THE TASK =
Copy every line of the records that includes the word "frame".

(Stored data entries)
Content starts

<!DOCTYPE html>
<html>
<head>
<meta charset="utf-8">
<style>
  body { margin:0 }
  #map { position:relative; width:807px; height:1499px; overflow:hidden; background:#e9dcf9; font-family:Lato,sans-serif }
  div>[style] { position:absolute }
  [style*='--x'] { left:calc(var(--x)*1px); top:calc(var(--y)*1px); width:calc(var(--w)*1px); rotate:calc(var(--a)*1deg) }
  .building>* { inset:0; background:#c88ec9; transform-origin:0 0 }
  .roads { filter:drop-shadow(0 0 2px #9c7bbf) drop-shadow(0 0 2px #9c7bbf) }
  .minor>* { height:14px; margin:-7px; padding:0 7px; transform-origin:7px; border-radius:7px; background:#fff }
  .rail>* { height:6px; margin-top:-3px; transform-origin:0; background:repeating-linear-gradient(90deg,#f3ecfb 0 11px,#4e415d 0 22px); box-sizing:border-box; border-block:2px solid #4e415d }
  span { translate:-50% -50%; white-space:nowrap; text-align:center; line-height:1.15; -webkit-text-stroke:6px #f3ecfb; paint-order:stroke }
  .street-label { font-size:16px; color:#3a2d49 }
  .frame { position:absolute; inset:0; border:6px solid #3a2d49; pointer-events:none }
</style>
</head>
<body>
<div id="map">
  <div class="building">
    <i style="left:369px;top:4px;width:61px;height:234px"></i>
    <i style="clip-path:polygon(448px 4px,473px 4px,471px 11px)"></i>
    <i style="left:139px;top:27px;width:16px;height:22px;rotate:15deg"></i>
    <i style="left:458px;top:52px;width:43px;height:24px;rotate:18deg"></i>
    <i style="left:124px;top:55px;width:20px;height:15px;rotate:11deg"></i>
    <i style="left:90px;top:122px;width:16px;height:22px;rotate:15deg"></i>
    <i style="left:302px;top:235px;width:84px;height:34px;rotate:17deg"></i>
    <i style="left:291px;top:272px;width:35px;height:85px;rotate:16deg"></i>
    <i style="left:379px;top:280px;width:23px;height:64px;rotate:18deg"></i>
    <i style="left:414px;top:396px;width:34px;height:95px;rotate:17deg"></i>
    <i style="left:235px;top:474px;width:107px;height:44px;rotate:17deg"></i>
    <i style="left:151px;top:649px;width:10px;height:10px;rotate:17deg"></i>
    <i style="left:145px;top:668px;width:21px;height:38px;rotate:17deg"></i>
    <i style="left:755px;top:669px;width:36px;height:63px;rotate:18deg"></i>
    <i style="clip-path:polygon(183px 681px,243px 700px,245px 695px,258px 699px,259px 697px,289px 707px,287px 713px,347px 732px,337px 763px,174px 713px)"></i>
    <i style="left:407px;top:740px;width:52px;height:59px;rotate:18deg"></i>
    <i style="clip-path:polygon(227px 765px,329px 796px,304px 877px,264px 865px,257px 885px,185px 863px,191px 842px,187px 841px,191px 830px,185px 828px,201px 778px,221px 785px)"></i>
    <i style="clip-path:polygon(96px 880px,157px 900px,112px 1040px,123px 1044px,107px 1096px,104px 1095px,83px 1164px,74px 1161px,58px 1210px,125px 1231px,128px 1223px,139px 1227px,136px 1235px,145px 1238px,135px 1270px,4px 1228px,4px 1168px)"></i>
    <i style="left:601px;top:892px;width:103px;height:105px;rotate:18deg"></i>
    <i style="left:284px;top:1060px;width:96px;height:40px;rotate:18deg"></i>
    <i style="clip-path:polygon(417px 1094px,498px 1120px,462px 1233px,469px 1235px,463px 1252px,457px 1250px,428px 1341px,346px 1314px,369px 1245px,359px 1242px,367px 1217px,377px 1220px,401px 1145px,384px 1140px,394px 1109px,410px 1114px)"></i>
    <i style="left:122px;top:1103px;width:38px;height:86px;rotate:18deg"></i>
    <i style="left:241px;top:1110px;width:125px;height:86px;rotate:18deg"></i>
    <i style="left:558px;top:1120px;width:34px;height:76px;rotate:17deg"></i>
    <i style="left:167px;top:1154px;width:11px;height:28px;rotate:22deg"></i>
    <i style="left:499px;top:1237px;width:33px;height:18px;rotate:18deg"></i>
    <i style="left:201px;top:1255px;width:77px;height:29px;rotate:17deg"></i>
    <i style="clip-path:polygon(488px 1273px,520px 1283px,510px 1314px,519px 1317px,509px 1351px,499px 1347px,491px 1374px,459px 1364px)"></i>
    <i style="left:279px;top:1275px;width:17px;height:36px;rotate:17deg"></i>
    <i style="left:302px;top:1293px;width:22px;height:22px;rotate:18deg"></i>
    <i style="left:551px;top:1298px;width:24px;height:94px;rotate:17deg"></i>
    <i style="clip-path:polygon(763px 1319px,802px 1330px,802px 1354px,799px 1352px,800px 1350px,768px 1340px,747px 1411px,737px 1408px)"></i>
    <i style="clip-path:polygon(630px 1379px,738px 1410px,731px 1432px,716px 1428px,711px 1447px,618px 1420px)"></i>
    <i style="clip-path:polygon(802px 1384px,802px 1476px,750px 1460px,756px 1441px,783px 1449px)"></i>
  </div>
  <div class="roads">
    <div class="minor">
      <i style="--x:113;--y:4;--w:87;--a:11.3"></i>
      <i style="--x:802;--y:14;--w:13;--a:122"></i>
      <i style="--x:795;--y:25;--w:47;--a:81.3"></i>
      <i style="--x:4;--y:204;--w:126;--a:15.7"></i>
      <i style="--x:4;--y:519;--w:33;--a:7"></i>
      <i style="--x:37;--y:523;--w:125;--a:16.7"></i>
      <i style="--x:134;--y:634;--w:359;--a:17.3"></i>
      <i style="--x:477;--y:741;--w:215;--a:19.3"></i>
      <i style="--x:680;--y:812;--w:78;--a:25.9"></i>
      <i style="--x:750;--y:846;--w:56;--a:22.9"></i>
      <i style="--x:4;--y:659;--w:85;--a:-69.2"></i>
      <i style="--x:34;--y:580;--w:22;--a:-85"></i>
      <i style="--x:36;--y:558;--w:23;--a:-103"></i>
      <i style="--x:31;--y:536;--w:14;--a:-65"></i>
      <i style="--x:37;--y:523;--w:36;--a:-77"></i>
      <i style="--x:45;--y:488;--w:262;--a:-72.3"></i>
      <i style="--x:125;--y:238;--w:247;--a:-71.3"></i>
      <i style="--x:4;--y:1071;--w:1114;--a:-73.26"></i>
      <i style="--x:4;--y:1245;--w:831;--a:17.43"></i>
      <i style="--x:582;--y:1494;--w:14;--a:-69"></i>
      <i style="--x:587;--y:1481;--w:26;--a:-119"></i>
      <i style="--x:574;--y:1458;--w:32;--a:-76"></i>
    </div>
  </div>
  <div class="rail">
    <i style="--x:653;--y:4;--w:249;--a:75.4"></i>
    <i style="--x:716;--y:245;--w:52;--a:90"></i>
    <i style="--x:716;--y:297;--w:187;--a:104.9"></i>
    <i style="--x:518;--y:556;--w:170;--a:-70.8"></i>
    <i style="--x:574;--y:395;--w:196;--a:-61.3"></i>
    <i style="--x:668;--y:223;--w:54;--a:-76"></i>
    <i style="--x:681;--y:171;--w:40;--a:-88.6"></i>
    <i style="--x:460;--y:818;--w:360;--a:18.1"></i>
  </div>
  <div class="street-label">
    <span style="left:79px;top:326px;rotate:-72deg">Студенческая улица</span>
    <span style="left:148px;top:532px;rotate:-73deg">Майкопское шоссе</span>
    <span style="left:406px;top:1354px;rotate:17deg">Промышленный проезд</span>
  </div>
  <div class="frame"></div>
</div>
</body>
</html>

Content ends

OUTPUT =
  .frame { position:absolute; inset:0; border:6px solid #3a2d49; pointer-events:none }
  <div class="frame"></div>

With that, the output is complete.